Step 1: Load the data from Amazon S3 to Amazon Redshift

Use the Amazon Redshift query editor v2 to run the following queries. These queries load the sample data into Amazon Redshift.

  1. The following query creates a table named ecommerce_sales.

    CREATE TABLE IF NOT EXISTS ecommerce_sales ( invoiceno VARCHAR(30), stockcode VARCHAR(30), description VARCHAR(60), quantity DOUBLE PRECISION, invoicedate VARCHAR(30), unitprice DOUBLE PRECISION, customerid BIGINT, country VARCHAR(25) );
  2. The following query copies the sample data from the E-Commerce Sales Forecast dataset into the ecommerce_salestable.

    COPY ecommerce_sales FROM 's3://redshift-ml-multiclass/ecommerce_data.txt' IAM_ROLE default DELIMITER '\t' IGNOREHEADER 1 REGION 'us-east-1' MAXERROR 100;

Split the data

When you create a model in Amazon Redshift ML, SageMaker automatically splits your data into training and test sets, so that SageMaker can determine the model accuracy.
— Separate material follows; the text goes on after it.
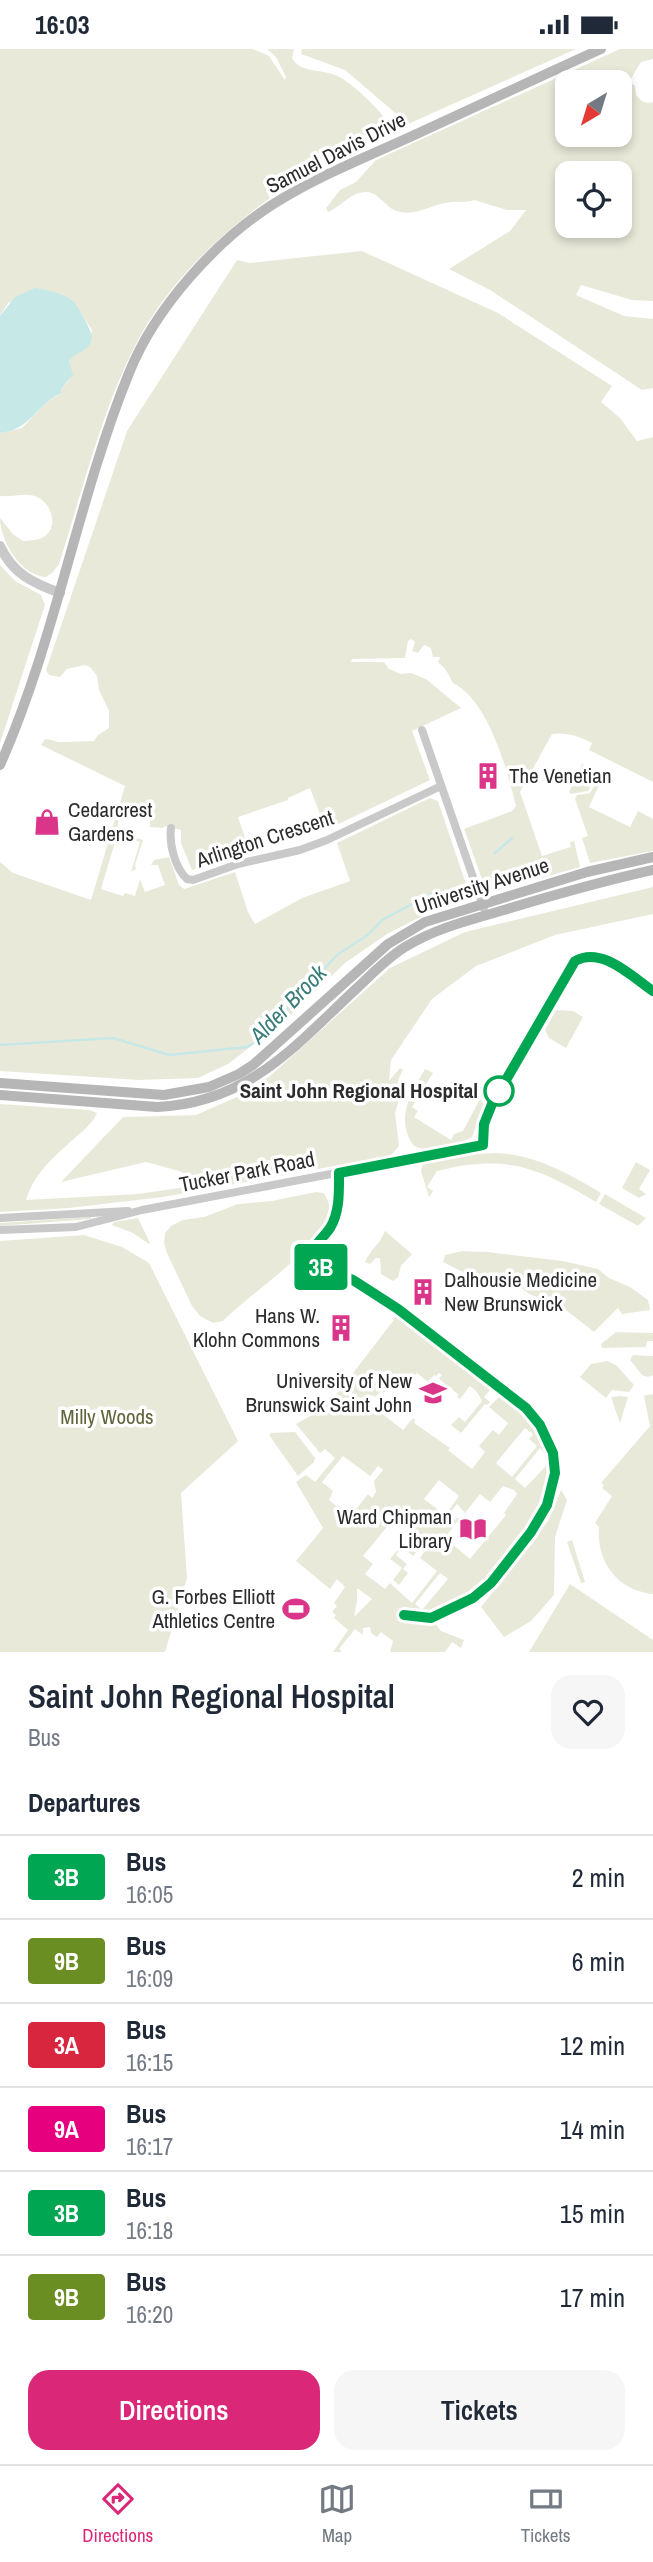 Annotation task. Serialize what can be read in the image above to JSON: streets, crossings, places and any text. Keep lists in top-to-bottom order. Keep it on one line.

By manually splitting the data at this step, you will be able to verify the accuracy of the model by allocating an additional prediction set.
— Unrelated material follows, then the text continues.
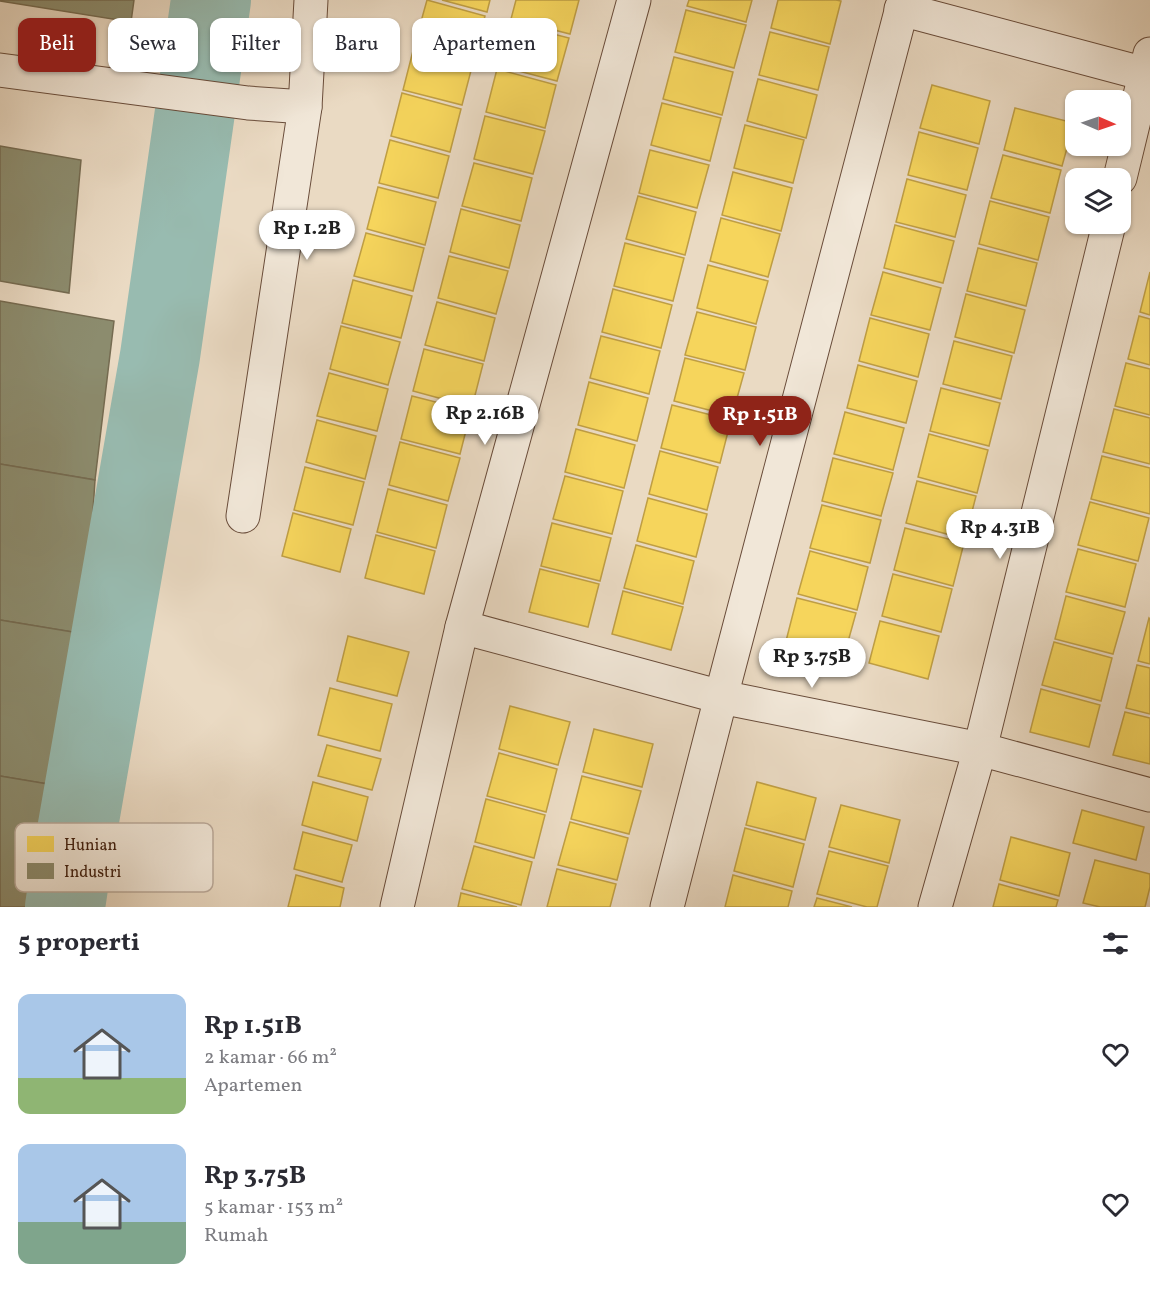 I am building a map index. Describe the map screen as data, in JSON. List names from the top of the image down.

Use the following SQL statement to split the data into three sets for training, validation, and prediction.

--creates table with all data CREATE TABLE ecommerce_sales_data AS ( SELECT t1.stockcode, t1.description, t1.invoicedate, t1.customerid, t1.country, t1.sales_amt, CAST(RANDOM() * 100 AS INT) AS data_group_id FROM ( SELECT stockcode, description, invoicedate, customerid, country, SUM(quantity * unitprice) AS sales_amt FROM ecommerce_sales GROUP BY 1, 2, 3, 4, 5 ) t1 ); --creates training set CREATE TABLE ecommerce_sales_training AS ( SELECT a.customerid, a.country, a.stockcode, a.description, a.invoicedate, a.sales_amt, (b.nbr_months_active) AS nbr_months_active FROM ecommerce_sales_data a INNER JOIN ( SELECT customerid, COUNT( DISTINCT( DATE_PART(y, CAST(invoicedate AS DATE)) || '-' || LPAD( DATE_PART(mon, CAST(invoicedate AS DATE)), 2, '00' ) ) ) AS nbr_months_active FROM ecommerce_sales_data GROUP BY 1 ) b ON a.customerid = b.customerid WHERE a.data_group_id < 80 ); --creates validation set CREATE TABLE ecommerce_sales_validation AS ( SELECT a.customerid, a.country, a.stockcode, a.description, a.invoicedate, a.sales_amt, (b.nbr_months_active) AS nbr_months_active FROM ecommerce_sales_data a INNER JOIN ( SELECT customerid, COUNT( DISTINCT( DATE_PART(y, CAST(invoicedate AS DATE)) || '-' || LPAD( DATE_PART(mon, CAST(invoicedate AS DATE)), 2, '00' ) ) ) AS nbr_months_active FROM ecommerce_sales_data GROUP BY 1 ) b ON a.customerid = b.customerid WHERE a.data_group_id BETWEEN 80 AND 90 ); --creates prediction set CREATE TABLE ecommerce_sales_prediction AS ( SELECT customerid, country, stockcode, description, invoicedate, sales_amt FROM ecommerce_sales_data WHERE data_group_id > 90);

Step 2: Create the machine learning model

In this step, you use the CREATE MODEL statement to create your machine learning model using multi-class classification.

The following query creates the multi-class classification model with the training set using the CREATE MODEL operation. Replace DOC-EXAMPLE-BUCKET with your own Amazon S3 bucket.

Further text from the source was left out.